NBA Finals Game 2 Recap: Cleveland 95, Golden State 93 (OT) (or, the Wombat Rises)

2015-06-08 Off By Nate Smith

DellyJubilation

I stopped checking out the media on Friday. I stopped talking to most of my fellow Cavs fans. I couldn’t take the negativity, the self pity, and the inevitable sense of doom so many had with regards to the Cavs and their finals chances. Fortunately, it seems the Cavs ignored all that too. In the junkiest finals game in NBA finals history, the Cavs beat the Golden State Warriors on their home court to capture home field advantage and go back to Cleveland, tied 1-1. The Cavs have won their first NBA finals game in franchise history.

The Cavs came out playing their own pace in the First Quarter, and they grinded the Warriors into playing at Cleveland’s pace. The Cavs walked the ball up the court, and forced Golden State to play a half court game. Klay Thompson started the game white hot and had nine first quarter points, shooting off screens, catch-and-shoots, and as a ball handler. Iman and J.R. were aggressive early, putting the ball on the floor, and getting to the rim and the line. The Warriors were giving LeBron long twos and he was hitting them in isolation. He was lobbing bombs over the defenders who were walling off the paint, but make no mistake, both teams were missing a lot of shots.

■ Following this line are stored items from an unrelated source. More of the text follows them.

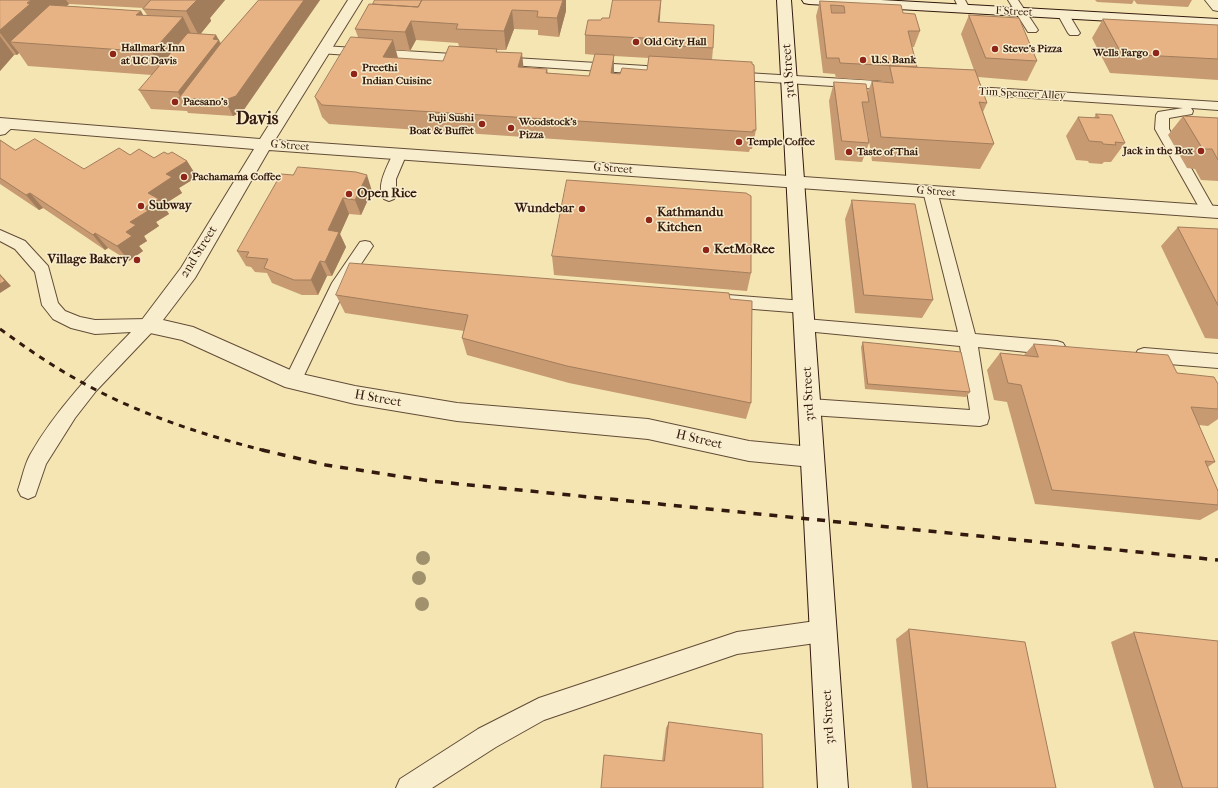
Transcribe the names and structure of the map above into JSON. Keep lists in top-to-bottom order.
{
  "streets": {
    "street": [
      "F Street",
      "3rd Street",
      "G Street",
      "2nd Street",
      "H Street"
    ],
    "lane": ["Tim Spencer Alley"]
  },
  "crossings": [
    ["3rd Street", "G Street"],
    ["3rd Street", "H Street"],
    ["G Street", "2nd Street"],
    ["2nd Street", "H Street"]
  ],
  "districts": ["Davis"],
  "places": [
    "Old City Hall",
    "Steve's Pizza",
    "Wells Fargo",
    "Hallmark Inn at UC Davis",
    "U.S. Bank",
    "Preethi Indian Cuisine",
    "Paesano's",
    "Fuji Sushi Boat & Buffet",
    "Woodstock's Pizza",
    "Temple Coffee",
    "Jack in the Box",
    "Taste of Thai",
    "Pachamama Coffee",
    "Open Rice",
    "Subway",
    "Wundebar",
    "Kathmandu Kitchen",
    "KetMoRee",
    "Village Bakery"
  ]
}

Cavs Commenter Scotch had the post of the live thread (it would prove prescient later).

Scotch says: They are literally face guarding TT. We could send an extra guard and sneak several free possessions periodically on the boards.

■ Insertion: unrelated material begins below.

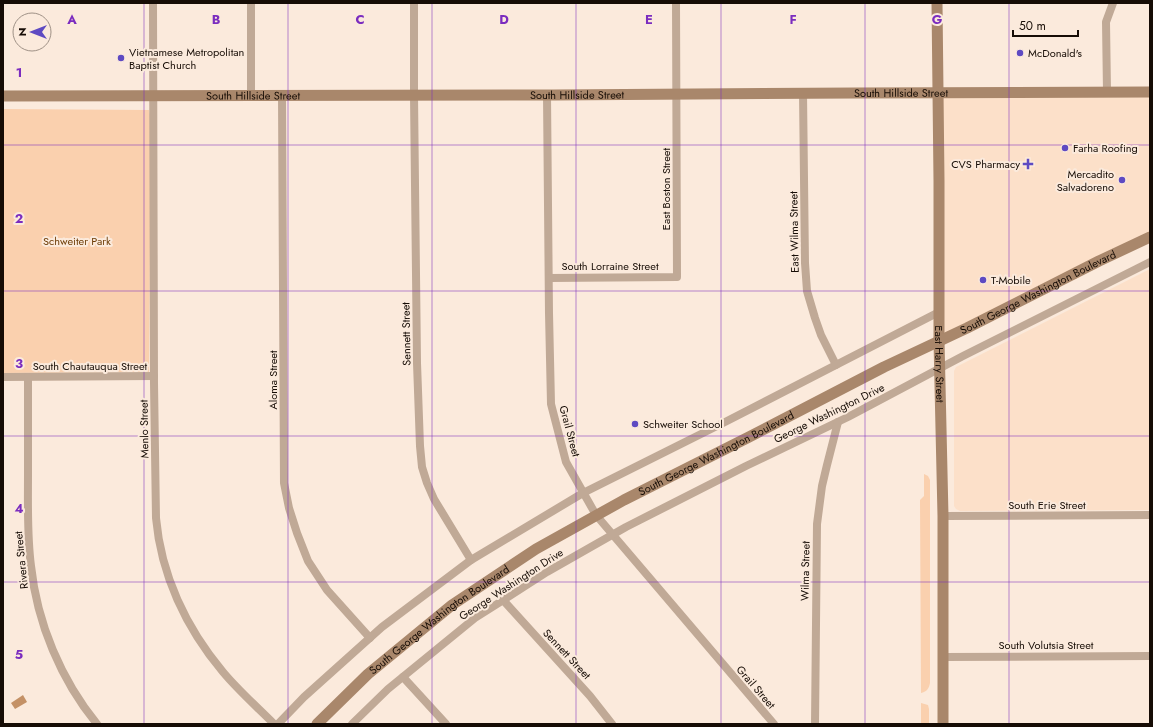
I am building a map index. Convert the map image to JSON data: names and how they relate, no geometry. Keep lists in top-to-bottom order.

Despite the faceguarding, TT had four o-boards in the quarter.

It started to look dicey when a Steph Curry behind-the-back pass skipped to LeAndro Barbosa in the left corner and the Brazilian Blur canned a triple to put the Warriors up 20-12 with 3:12 left. But the Cavs held the Warriors scoreless the rest of the quarter, and the Cleveland attacked the paint and scored on four straight possessions to end the period a reassuring 20-20.

In the Second Quarter, Klay Thompson was even hotter, scoring 12. He especially exploited Dellavedova when Matt switched on him. He took Delly straight to the post and hit rhythm turnarounds over a helpless Mad Matt. But the Cavs were forcing misses and turnovers from everyone else. Offensively, the King was scoring, canning layups and even nailed a rare playoff triple. He needed help though, and James Jones came off the bench to provide it. Jones hit two triples off ‘Bron feeds, and Champ even put the ball on the floor and hit a pull-up at the elbow. ‘Bron attacked, attacked, attacked, and kept getting to the rim and the line. He had 10 points in the quarter, and added six dimes. Mozgov played 19 first half minutes and was a beast of a target in the pick-and-roll. Mozilla tried to devour the rim like it was a goat in a T-Rex pit. He was rewarded with nine points in the period on a mix of post-up layups and free throws.

https://www.youtube.com/watch?v=aA0YSfGYmhg

Delly struggled on offense where his contributions were turnovers and an over-amped jump shot. But he was defending. He chased Curry around every screen and never gave him an open space to shoot. Curry got a three on a switch, but nothing else.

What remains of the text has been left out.